Guatemala began the review of the electoral records on Tuesday, after the order of the Guatemalan Constitutional Court to stop the officialization of results to address the challenges presented by political parties that lost in the first round of the general election.
They ask that the minutes be reviewed, compared against the counting system and, if necessary, a new vote count be carried out, despite the fact that the law does not contemplate the latter.
With the Departmental Electoral Boards in the middle, surrounded by prosecutors from political parties and some militants, they are trying to solve the 422 contested tally sheets, out of a total of 122,293 tally sheets in which the feelings of Guatemalan voters were collected on June 25 .
The forecast is that the minutes of 19 meetings will be reviewed on Tuesday, out of a total of 23. And on Wednesday, the rest.
At times, there were shouts, threats and applause from fans on the first day of reviewing the results.
The left-wing Seed Movement, which was the surprise in the elections for having reached second place and which will go to the second round against the candidate Sandra Torres on August 20, denounced that the losing parties are trying to reverse the election and to annul the entire electoral process.
Juan Garnica, national prosecutor of the Movimiento Semilla party, denounced that there were prosecutors who intimidated and threatened the Electoral Boards in order to get them to do what they were requesting.

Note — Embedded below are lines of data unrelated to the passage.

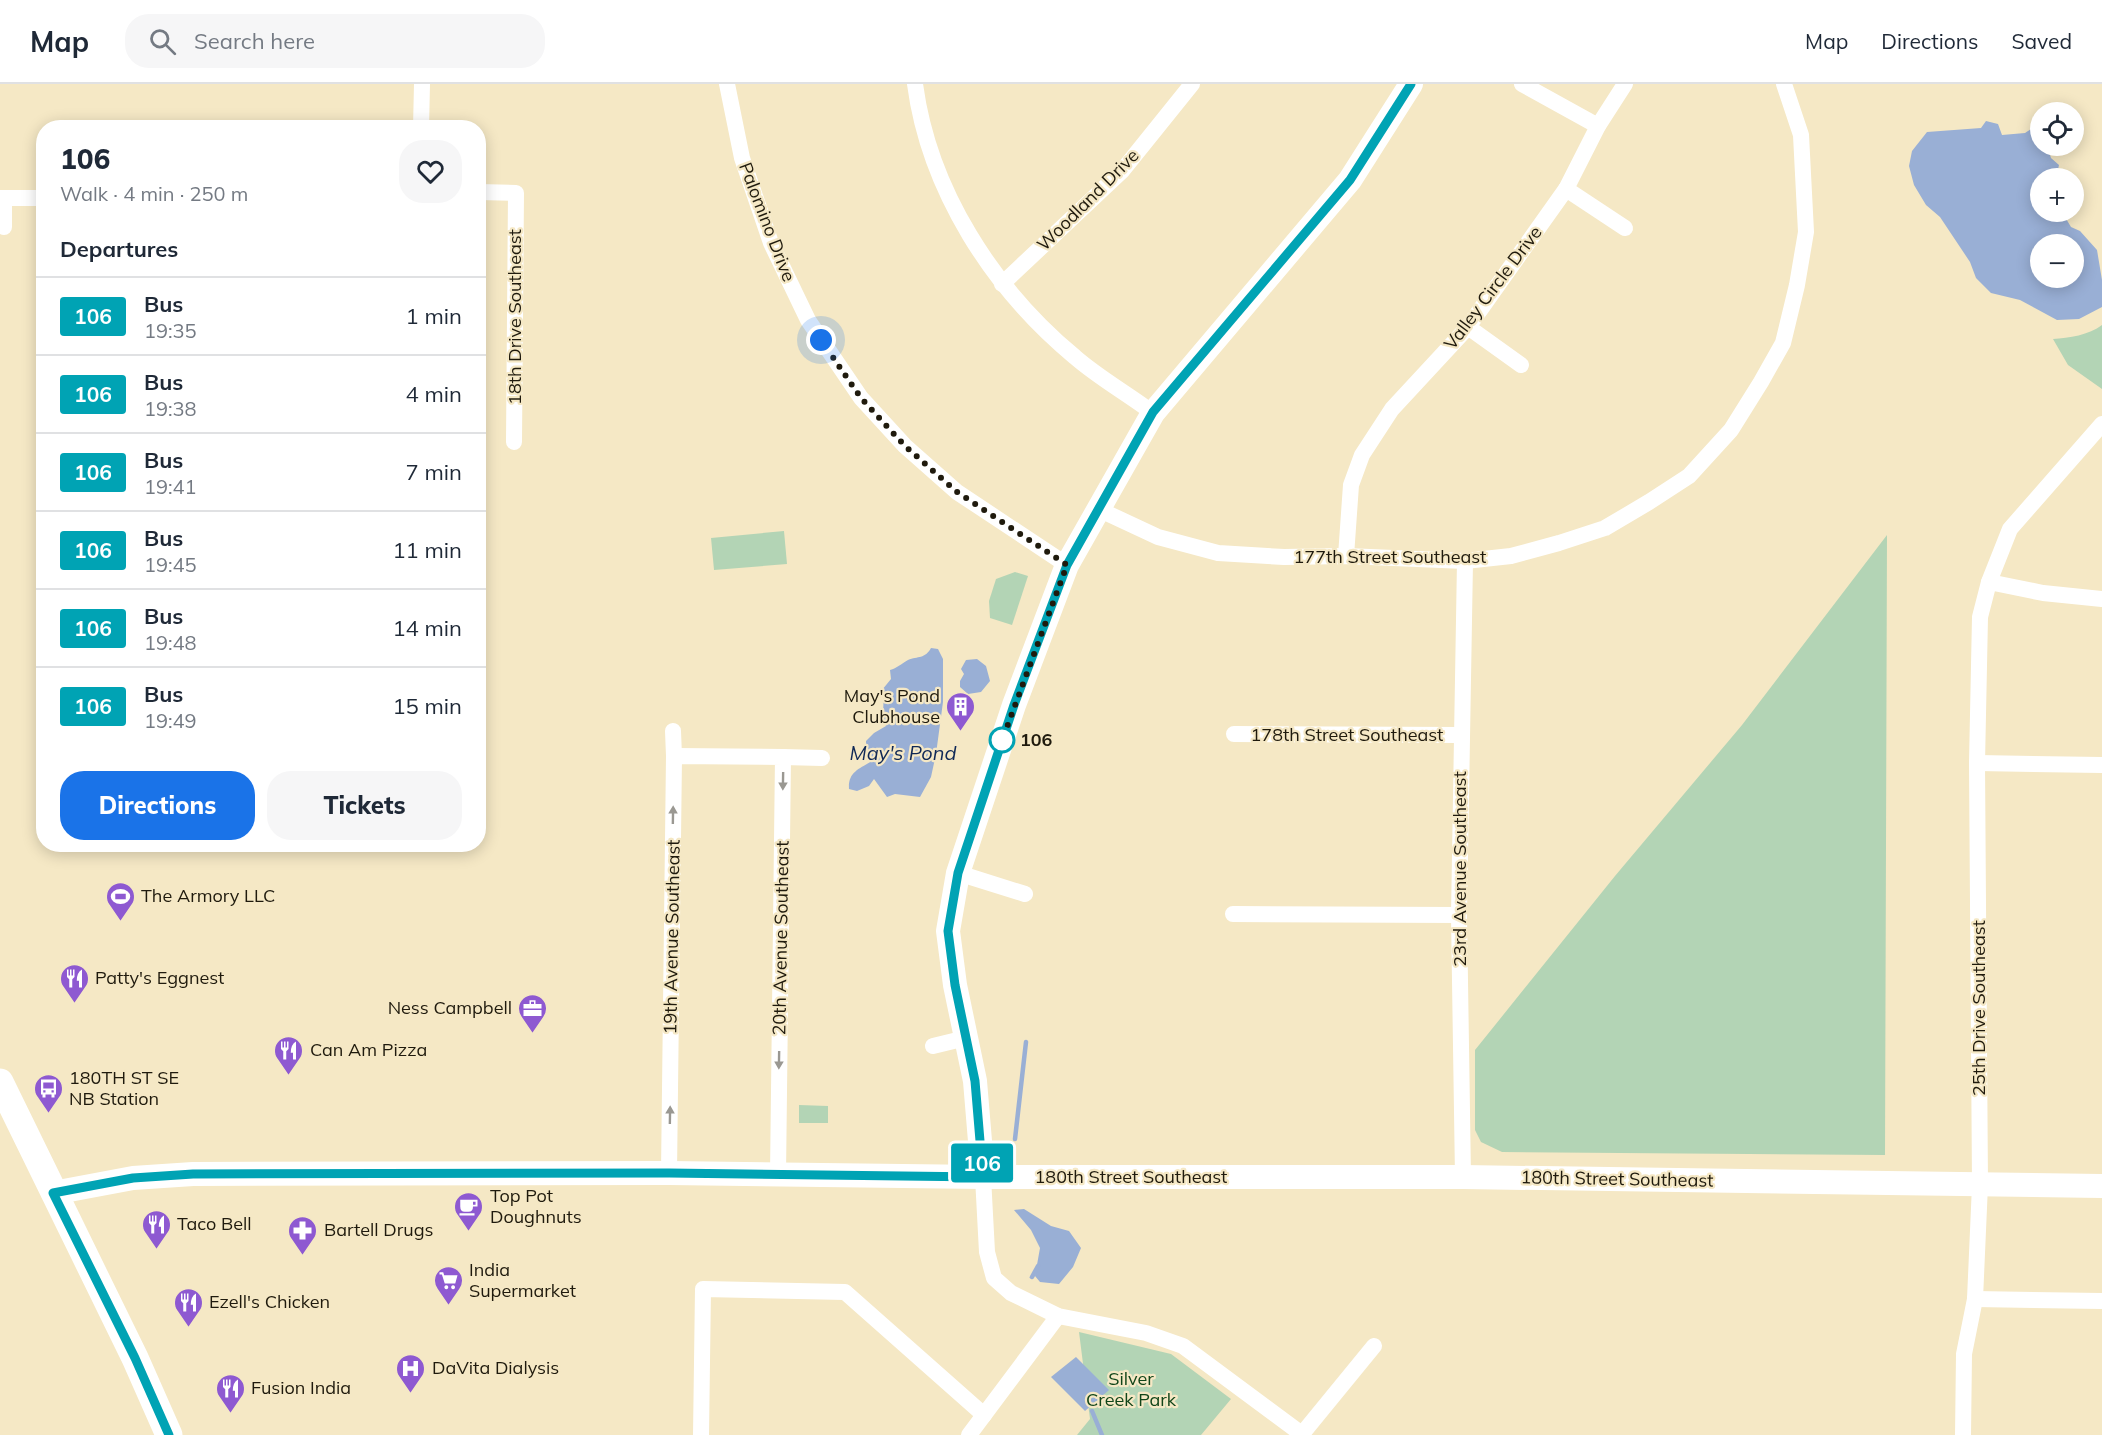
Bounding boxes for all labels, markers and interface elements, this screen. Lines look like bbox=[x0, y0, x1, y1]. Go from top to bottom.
search box bbox=[125, 14, 545, 68]
text: Map bbox=[30, 24, 89, 59]
icon: search bbox=[146, 25, 179, 58]
text: Search here bbox=[194, 27, 315, 55]
text: Map bbox=[1805, 28, 1848, 54]
text: Directions bbox=[1881, 28, 1978, 54]
text: Saved bbox=[2011, 28, 2072, 54]
map controls bbox=[2030, 102, 2084, 288]
button: locate bbox=[2030, 102, 2084, 156]
button: heart bbox=[399, 140, 462, 203]
text: 106 bbox=[60, 141, 110, 176]
street label: Woodland Drive bbox=[1032, 144, 1143, 255]
street label: Palomino Drive bbox=[734, 159, 801, 285]
button: + bbox=[2030, 168, 2084, 222]
text: Walk · 4 min · 250 m bbox=[60, 181, 248, 206]
street label: Valley Circle Drive bbox=[1439, 221, 1547, 354]
street label: 18th Drive Southeast bbox=[503, 229, 526, 405]
button: − bbox=[2030, 234, 2084, 288]
text: Departures bbox=[60, 235, 178, 263]
text: Bus bbox=[144, 290, 183, 318]
text: 1 min bbox=[406, 302, 462, 330]
text: 106 bbox=[74, 303, 112, 329]
text: 19:35 bbox=[144, 318, 197, 343]
your location bbox=[806, 325, 836, 355]
text: Bus bbox=[144, 368, 183, 396]
text: 4 min bbox=[406, 380, 462, 408]
text: 106 bbox=[74, 381, 112, 407]
text: 19:38 bbox=[144, 396, 197, 421]
text: Bus bbox=[144, 446, 183, 474]
text: 7 min bbox=[406, 458, 462, 486]
text: 106 bbox=[74, 459, 112, 485]
text: 19:41 bbox=[144, 474, 197, 499]
text: Bus bbox=[144, 524, 183, 552]
text: 11 min bbox=[392, 536, 462, 564]
text: 106 bbox=[74, 537, 112, 563]
street label: 177th Street Southeast bbox=[1294, 545, 1486, 568]
text: 19:45 bbox=[144, 552, 197, 577]
text: Bus bbox=[144, 602, 183, 630]
text: 14 min bbox=[392, 614, 462, 642]
text: 106 bbox=[74, 615, 112, 641]
text: 19:48 bbox=[144, 630, 197, 655]
text: Bus bbox=[144, 680, 183, 708]
place label: May's Pond Clubhouse bbox=[844, 684, 940, 728]
building icon: May's Pond Clubhouse bbox=[945, 690, 977, 732]
text: 15 min bbox=[392, 692, 462, 720]
text: 106 bbox=[74, 693, 112, 719]
text: 19:49 bbox=[144, 708, 197, 733]
street label: 178th Street Southeast bbox=[1251, 723, 1443, 746]
marker: 106 bbox=[989, 727, 1015, 753]
place label: 106 bbox=[1020, 728, 1053, 751]
water label: May's Pond bbox=[850, 740, 956, 765]
button: Directions bbox=[60, 771, 255, 840]
button: Tickets bbox=[267, 771, 462, 840]
street label: 23rd Avenue Southeast bbox=[1448, 771, 1471, 967]
one-way arrow bbox=[778, 772, 788, 791]
one-way arrow bbox=[668, 805, 678, 824]
street label: 19th Avenue Southeast bbox=[658, 839, 685, 1035]
street label: 20th Avenue Southeast bbox=[767, 840, 794, 1036]
sports icon: The Armory LLC bbox=[104, 880, 136, 922]
place label: The Armory LLC bbox=[141, 884, 275, 907]
street label: 25th Drive Southeast bbox=[1967, 920, 1990, 1096]
restaurant icon: Patty's Eggnest bbox=[58, 962, 90, 1004]
place label: Patty's Eggnest bbox=[95, 966, 224, 989]
office icon: Ness Campbell bbox=[517, 992, 549, 1034]
place label: Ness Campbell bbox=[388, 996, 512, 1019]
restaurant icon: Can Am Pizza bbox=[273, 1034, 305, 1076]
place label: Can Am Pizza bbox=[310, 1038, 427, 1061]
one-way arrow bbox=[775, 1051, 784, 1070]
place label: 180TH ST SE NB Station bbox=[69, 1066, 179, 1110]
bus stop icon: 180TH ST SE NB Station bbox=[32, 1072, 64, 1114]
one-way arrow bbox=[665, 1105, 675, 1124]
line badge: 106 bbox=[948, 1144, 1016, 1182]
text: 106 bbox=[963, 1150, 1001, 1176]
street label: 180th Street Southeast bbox=[1035, 1165, 1227, 1188]
street label: 180th Street Southeast bbox=[1520, 1165, 1714, 1192]
place label: Top Pot Doughnuts bbox=[490, 1184, 582, 1228]
cafe icon: Top Pot Doughnuts bbox=[453, 1190, 485, 1232]
restaurant icon: Taco Bell bbox=[140, 1208, 172, 1250]
place label: Taco Bell bbox=[177, 1212, 252, 1235]
pharmacy icon: Bartell Drugs bbox=[287, 1214, 319, 1256]
place label: Bartell Drugs bbox=[324, 1218, 434, 1241]
place label: India Supermarket bbox=[469, 1258, 576, 1302]
supermarket icon: India Supermarket bbox=[432, 1264, 464, 1306]
restaurant icon: Ezell's Chicken bbox=[172, 1286, 204, 1328]
place label: Ezell's Chicken bbox=[209, 1290, 330, 1313]
hospital icon: DaVita Dialysis bbox=[395, 1352, 427, 1394]
place label: DaVita Dialysis bbox=[432, 1356, 559, 1379]
park label: Silver Creek Park bbox=[1086, 1367, 1177, 1411]
restaurant icon: Fusion India bbox=[214, 1372, 246, 1414]
place label: Fusion India bbox=[251, 1376, 351, 1399]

“We observed that the national prosecutor of the Vamos party, seconded by a couple of political parties, began to intimidate and threaten the electoral boards so that all the boxes (containing the votes) are opened and the votes are counted; national prosecutors do not have the power to participate or ask for that,” said Garnica.
Héctor Aldana, prosecutor for the ruling party Vamos, shouting, asked several Electoral Boards to include new challenges and told reporters that he did not have the number of challenges filed by his party but that those that were raised for the Constitutional Court to order a new review hearing were “the tip of an iceberg”. For this reason, they were asked to open all the boxes containing the ballots and minutes to compare them.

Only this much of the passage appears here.